* _Supplied data_:
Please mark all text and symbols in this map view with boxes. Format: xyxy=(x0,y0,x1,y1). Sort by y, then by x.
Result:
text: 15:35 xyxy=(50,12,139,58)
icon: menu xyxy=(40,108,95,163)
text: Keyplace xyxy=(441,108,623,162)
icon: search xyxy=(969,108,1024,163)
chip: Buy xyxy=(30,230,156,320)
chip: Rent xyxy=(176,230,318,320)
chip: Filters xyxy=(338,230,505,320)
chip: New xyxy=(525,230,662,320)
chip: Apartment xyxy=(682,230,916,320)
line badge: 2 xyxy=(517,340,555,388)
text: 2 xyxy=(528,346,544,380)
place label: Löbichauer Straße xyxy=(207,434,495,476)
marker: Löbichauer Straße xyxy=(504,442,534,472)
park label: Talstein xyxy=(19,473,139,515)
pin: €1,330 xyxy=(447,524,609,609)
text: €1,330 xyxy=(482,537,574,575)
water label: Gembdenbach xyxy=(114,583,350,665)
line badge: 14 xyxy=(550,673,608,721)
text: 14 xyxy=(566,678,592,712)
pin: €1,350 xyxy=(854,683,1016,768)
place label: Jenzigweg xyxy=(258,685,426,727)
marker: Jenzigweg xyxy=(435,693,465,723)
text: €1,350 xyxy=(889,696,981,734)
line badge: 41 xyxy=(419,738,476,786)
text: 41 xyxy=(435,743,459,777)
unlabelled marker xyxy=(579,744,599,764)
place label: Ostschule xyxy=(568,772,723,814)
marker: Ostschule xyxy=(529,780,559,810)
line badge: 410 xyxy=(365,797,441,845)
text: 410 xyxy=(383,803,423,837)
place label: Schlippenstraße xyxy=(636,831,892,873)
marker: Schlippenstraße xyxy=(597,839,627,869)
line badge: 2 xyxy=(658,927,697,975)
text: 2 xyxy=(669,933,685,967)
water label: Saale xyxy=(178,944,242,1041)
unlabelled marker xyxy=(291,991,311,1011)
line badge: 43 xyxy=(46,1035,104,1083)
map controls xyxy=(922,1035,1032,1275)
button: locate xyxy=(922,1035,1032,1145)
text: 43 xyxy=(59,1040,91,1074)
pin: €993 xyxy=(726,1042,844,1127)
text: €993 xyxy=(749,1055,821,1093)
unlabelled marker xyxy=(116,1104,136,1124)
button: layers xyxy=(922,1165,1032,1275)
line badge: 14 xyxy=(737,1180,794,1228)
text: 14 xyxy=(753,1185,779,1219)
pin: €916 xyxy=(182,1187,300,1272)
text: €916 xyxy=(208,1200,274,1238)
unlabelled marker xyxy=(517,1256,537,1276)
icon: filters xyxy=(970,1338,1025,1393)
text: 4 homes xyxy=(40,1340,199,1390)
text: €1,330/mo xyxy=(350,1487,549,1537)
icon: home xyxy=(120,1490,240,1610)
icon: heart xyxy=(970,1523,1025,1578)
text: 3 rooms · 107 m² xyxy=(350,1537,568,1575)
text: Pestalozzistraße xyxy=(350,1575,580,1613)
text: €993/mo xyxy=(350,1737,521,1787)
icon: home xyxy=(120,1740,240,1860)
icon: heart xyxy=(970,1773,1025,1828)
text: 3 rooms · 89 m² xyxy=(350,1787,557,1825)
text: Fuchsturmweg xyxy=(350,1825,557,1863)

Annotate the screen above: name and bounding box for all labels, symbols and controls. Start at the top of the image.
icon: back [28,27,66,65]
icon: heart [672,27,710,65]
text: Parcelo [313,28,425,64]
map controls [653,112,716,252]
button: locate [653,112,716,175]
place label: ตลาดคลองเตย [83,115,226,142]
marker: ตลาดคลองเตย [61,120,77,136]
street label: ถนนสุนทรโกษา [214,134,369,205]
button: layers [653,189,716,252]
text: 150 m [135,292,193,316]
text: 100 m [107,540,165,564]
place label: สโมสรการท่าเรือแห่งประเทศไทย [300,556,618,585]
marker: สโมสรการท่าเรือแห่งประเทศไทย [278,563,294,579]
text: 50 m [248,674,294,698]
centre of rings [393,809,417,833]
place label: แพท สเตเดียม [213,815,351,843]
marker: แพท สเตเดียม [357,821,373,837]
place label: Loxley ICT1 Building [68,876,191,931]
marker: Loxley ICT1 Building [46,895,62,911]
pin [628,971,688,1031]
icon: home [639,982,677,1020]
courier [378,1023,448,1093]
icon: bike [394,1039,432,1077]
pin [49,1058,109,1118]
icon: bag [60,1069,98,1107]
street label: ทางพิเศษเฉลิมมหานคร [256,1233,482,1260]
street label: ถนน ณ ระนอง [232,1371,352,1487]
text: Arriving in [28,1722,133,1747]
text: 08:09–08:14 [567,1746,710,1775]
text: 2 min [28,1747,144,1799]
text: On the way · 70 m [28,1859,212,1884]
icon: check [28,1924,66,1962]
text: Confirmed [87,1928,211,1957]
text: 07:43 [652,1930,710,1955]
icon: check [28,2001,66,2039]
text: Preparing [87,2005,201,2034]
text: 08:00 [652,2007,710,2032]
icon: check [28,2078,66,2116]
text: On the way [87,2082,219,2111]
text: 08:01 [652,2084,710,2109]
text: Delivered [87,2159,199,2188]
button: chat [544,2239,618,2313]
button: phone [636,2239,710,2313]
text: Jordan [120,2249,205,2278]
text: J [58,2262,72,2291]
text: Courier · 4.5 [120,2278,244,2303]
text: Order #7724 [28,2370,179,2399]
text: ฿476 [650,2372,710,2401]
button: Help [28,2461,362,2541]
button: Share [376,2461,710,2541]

* _To do_: Return the lines above exactly, keeping every word.

* _Problem solution_:
Please mark all text and symbols in this map view with boxes. Format: xyxy=(x0,y0,x1,y1). Sort by y, then by x.
Result:
text: 15:35 xyxy=(50,12,139,58)
icon: menu xyxy=(40,108,95,163)
text: Keyplace xyxy=(441,108,623,162)
icon: search xyxy=(969,108,1024,163)
chip: Buy xyxy=(30,230,156,320)
chip: Rent xyxy=(176,230,318,320)
chip: Filters xyxy=(338,230,505,320)
chip: New xyxy=(525,230,662,320)
chip: Apartment xyxy=(682,230,916,320)
line badge: 2 xyxy=(517,340,555,388)
text: 2 xyxy=(528,346,544,380)
place label: Löbichauer Straße xyxy=(207,434,495,476)
marker: Löbichauer Straße xyxy=(504,442,534,472)
park label: Talstein xyxy=(19,473,139,515)
pin: €1,330 xyxy=(447,524,609,609)
text: €1,330 xyxy=(482,537,574,575)
water label: Gembdenbach xyxy=(114,583,350,665)
line badge: 14 xyxy=(550,673,608,721)
text: 14 xyxy=(566,678,592,712)
pin: €1,350 xyxy=(854,683,1016,768)
place label: Jenzigweg xyxy=(258,685,426,727)
marker: Jenzigweg xyxy=(435,693,465,723)
text: €1,350 xyxy=(889,696,981,734)
line badge: 41 xyxy=(419,738,476,786)
text: 41 xyxy=(435,743,459,777)
unlabelled marker xyxy=(579,744,599,764)
place label: Ostschule xyxy=(568,772,723,814)
marker: Ostschule xyxy=(529,780,559,810)
line badge: 410 xyxy=(365,797,441,845)
text: 410 xyxy=(383,803,423,837)
place label: Schlippenstraße xyxy=(636,831,892,873)
marker: Schlippenstraße xyxy=(597,839,627,869)
line badge: 2 xyxy=(658,927,697,975)
text: 2 xyxy=(669,933,685,967)
water label: Saale xyxy=(178,944,242,1041)
unlabelled marker xyxy=(291,991,311,1011)
line badge: 43 xyxy=(46,1035,104,1083)
map controls xyxy=(922,1035,1032,1275)
button: locate xyxy=(922,1035,1032,1145)
text: 43 xyxy=(59,1040,91,1074)
pin: €993 xyxy=(726,1042,844,1127)
text: €993 xyxy=(749,1055,821,1093)
unlabelled marker xyxy=(116,1104,136,1124)
button: layers xyxy=(922,1165,1032,1275)
line badge: 14 xyxy=(737,1180,794,1228)
text: 14 xyxy=(753,1185,779,1219)
pin: €916 xyxy=(182,1187,300,1272)
text: €916 xyxy=(208,1200,274,1238)
unlabelled marker xyxy=(517,1256,537,1276)
icon: filters xyxy=(970,1338,1025,1393)
text: 4 homes xyxy=(40,1340,199,1390)
text: €1,330/mo xyxy=(350,1487,549,1537)
icon: home xyxy=(120,1490,240,1610)
icon: heart xyxy=(970,1523,1025,1578)
text: 3 rooms · 107 m² xyxy=(350,1537,568,1575)
text: Pestalozzistraße xyxy=(350,1575,580,1613)
text: €993/mo xyxy=(350,1737,521,1787)
icon: home xyxy=(120,1740,240,1860)
icon: heart xyxy=(970,1773,1025,1828)
text: 3 rooms · 89 m² xyxy=(350,1787,557,1825)
text: Fuchsturmweg xyxy=(350,1825,557,1863)

Annotate the screen above: name and bounding box for all labels, symbols and controls. Start at the top of the image.
icon: back [28,27,66,65]
icon: heart [672,27,710,65]
text: Parcelo [313,28,425,64]
map controls [653,112,716,252]
button: locate [653,112,716,175]
place label: ตลาดคลองเตย [83,115,226,142]
marker: ตลาดคลองเตย [61,120,77,136]
street label: ถนนสุนทรโกษา [214,134,369,205]
button: layers [653,189,716,252]
text: 150 m [135,292,193,316]
text: 100 m [107,540,165,564]
place label: สโมสรการท่าเรือแห่งประเทศไทย [300,556,618,585]
marker: สโมสรการท่าเรือแห่งประเทศไทย [278,563,294,579]
text: 50 m [248,674,294,698]
centre of rings [393,809,417,833]
place label: แพท สเตเดียม [213,815,351,843]
marker: แพท สเตเดียม [357,821,373,837]
place label: Loxley ICT1 Building [68,876,191,931]
marker: Loxley ICT1 Building [46,895,62,911]
pin [628,971,688,1031]
icon: home [639,982,677,1020]
courier [378,1023,448,1093]
icon: bike [394,1039,432,1077]
pin [49,1058,109,1118]
icon: bag [60,1069,98,1107]
street label: ทางพิเศษเฉลิมมหานคร [256,1233,482,1260]
street label: ถนน ณ ระนอง [232,1371,352,1487]
text: Arriving in [28,1722,133,1747]
text: 08:09–08:14 [567,1746,710,1775]
text: 2 min [28,1747,144,1799]
text: On the way · 70 m [28,1859,212,1884]
icon: check [28,1924,66,1962]
text: Confirmed [87,1928,211,1957]
text: 07:43 [652,1930,710,1955]
icon: check [28,2001,66,2039]
text: Preparing [87,2005,201,2034]
text: 08:00 [652,2007,710,2032]
icon: check [28,2078,66,2116]
text: On the way [87,2082,219,2111]
text: 08:01 [652,2084,710,2109]
text: Delivered [87,2159,199,2188]
button: chat [544,2239,618,2313]
button: phone [636,2239,710,2313]
text: Jordan [120,2249,205,2278]
text: J [58,2262,72,2291]
text: Courier · 4.5 [120,2278,244,2303]
text: Order #7724 [28,2370,179,2399]
text: ฿476 [650,2372,710,2401]
button: Help [28,2461,362,2541]
button: Share [376,2461,710,2541]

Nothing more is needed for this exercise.